For high-volume ADCP decision traces (5M+ events/day), running every event through AI.GENERATE is slow, expensive, and non-deterministic. Structured events like BKA decision traces have typed fields that can be extracted directly.

The solution: structured extractor registry

from bigquery_agent_analytics import (
    OntologyGraphManager,
    extract_bka_decision_event,
)

extractor = OntologyGraphManager(
    project_id="my-project",
    dataset_id="agent_analytics",
    spec=spec,
    extractors={"BKA_DECISION": extract_bka_decision_event},
)

graph = extractor.extract_graph(
    session_ids=["adcp-033c95d7a97d"],
    use_ai_generate=True,
)

How deduplication works

1. Fetch all events for session (all event types)
2. Run registered extractors → nodes, edges, handled span IDs
3. Build AI.GENERATE transcript excluding fully-handled spans
4. For partially-handled spans: include in transcript with hint
5. Run AI.GENERATE on filtered transcript
6. Merge: structured wins on node_id conflict

Structured extractors return a StructuredExtractionResult with fully_handled_span_ids (excluded from AI transcript) and partially_handled_span_ids (included with extraction hint).

Writing a custom extractor

from bigquery_agent_analytics import StructuredExtractionResult

def extract_bid_response(event, spec):
    content = event.get("content", {})
    if "bid_id" not in content:
        return StructuredExtractionResult()

    node = ExtractedNode(
        node_id=f"{event['session_id']}:BidResponse:bid_id={content['bid_id']}",
        entity_name="BidResponse",
        labels=["BidResponse"],
        properties=[
            ExtractedProperty(name="bid_id", value=content["bid_id"]),
            ExtractedProperty(name="bid_amount", value=content.get("amount", 0)),
        ],
    )
    return StructuredExtractionResult(
        nodes=[node],
        fully_handled_span_ids={event["span_id"]},
    )

# Register it
extractor = OntologyGraphManager(
    ...,
    extractors={
        "BKA_DECISION": extract_bka_decision_event,
        "BID_RESPONSE": extract_bid_response,
    },
)

Feature 3: Batch Load Materialization

The problem

V4 uses BigQuery streaming inserts (insert_rows_json) followed by DELETE for session-scoped idempotency. But DELETE fails silently on tables with active streaming buffers, causing stale duplicate rows.

The solution: `write_mode="batch_load"`

from bigquery_agent_analytics import OntologyMaterializer

materializer = OntologyMaterializer(
    project_id="my-project",
    dataset_id="agent_analytics",
    spec=spec,
    write_mode="batch_load",
)

result = materializer.materialize_with_status(graph, session_ids)
print(f"Rows: {result.row_counts}")
for ref, status in result.table_statuses.items():
    print(f"  {ref}: idempotent={status.idempotent}")

How it works:

Load rows into a staging table via load_table_from_json
DELETE existing session rows from the target
INSERT INTO target SELECT * FROM staging
Drop the staging table

Because batch_load never calls insert_rows_json, it does not create new streaming-buffer conflicts on the target table. If the target already has an active streaming buffer from prior writes (e.g., a previous run used write_mode="streaming"), the DELETE in step 2 may still fail — the TableStatus will report cleanup_status="delete_failed" and idempotent=False in that case.
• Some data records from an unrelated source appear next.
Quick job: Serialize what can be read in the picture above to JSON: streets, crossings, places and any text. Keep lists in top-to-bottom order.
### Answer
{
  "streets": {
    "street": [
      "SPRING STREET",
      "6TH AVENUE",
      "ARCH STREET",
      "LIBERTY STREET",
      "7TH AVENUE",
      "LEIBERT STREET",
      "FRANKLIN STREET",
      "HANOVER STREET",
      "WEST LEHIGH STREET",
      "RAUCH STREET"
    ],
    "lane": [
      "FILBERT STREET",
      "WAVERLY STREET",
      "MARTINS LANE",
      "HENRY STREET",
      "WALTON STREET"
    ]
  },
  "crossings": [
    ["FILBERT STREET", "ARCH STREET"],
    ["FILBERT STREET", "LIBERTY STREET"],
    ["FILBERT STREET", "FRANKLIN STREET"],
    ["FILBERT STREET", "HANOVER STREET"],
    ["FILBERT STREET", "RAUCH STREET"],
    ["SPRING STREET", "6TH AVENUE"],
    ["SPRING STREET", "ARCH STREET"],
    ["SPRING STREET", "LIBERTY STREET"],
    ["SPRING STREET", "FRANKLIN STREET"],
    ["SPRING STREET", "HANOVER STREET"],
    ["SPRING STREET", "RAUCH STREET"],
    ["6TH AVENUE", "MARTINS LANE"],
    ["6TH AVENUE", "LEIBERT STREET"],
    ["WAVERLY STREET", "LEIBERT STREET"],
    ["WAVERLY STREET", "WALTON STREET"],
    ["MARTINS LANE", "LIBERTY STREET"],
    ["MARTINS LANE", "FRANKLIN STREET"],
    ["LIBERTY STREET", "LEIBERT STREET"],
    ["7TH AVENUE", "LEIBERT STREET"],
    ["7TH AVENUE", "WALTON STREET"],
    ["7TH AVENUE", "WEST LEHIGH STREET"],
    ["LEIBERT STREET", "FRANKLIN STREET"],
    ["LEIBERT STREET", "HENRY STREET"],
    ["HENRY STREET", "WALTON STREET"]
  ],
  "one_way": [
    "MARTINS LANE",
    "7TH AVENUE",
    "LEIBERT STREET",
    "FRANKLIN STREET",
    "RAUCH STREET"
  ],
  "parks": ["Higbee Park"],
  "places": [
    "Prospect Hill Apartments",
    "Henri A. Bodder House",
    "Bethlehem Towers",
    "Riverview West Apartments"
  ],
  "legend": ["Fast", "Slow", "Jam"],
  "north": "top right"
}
For fully clean idempotency, use batch_load on fresh tables or scratch datasets (as the demo notebook does).

Feature 4: Cross-Session Temporal Lineage

The problem

V4 graphs are session-scoped: the same adUnitId in two sessions produces two independent nodes with no connection. Answering "What changed on this ad unit between runs?" requires manual log comparison.

The solution: concrete-entity lineage edges

Add self-edge relationships that track property changes on shared-key entities across sessions.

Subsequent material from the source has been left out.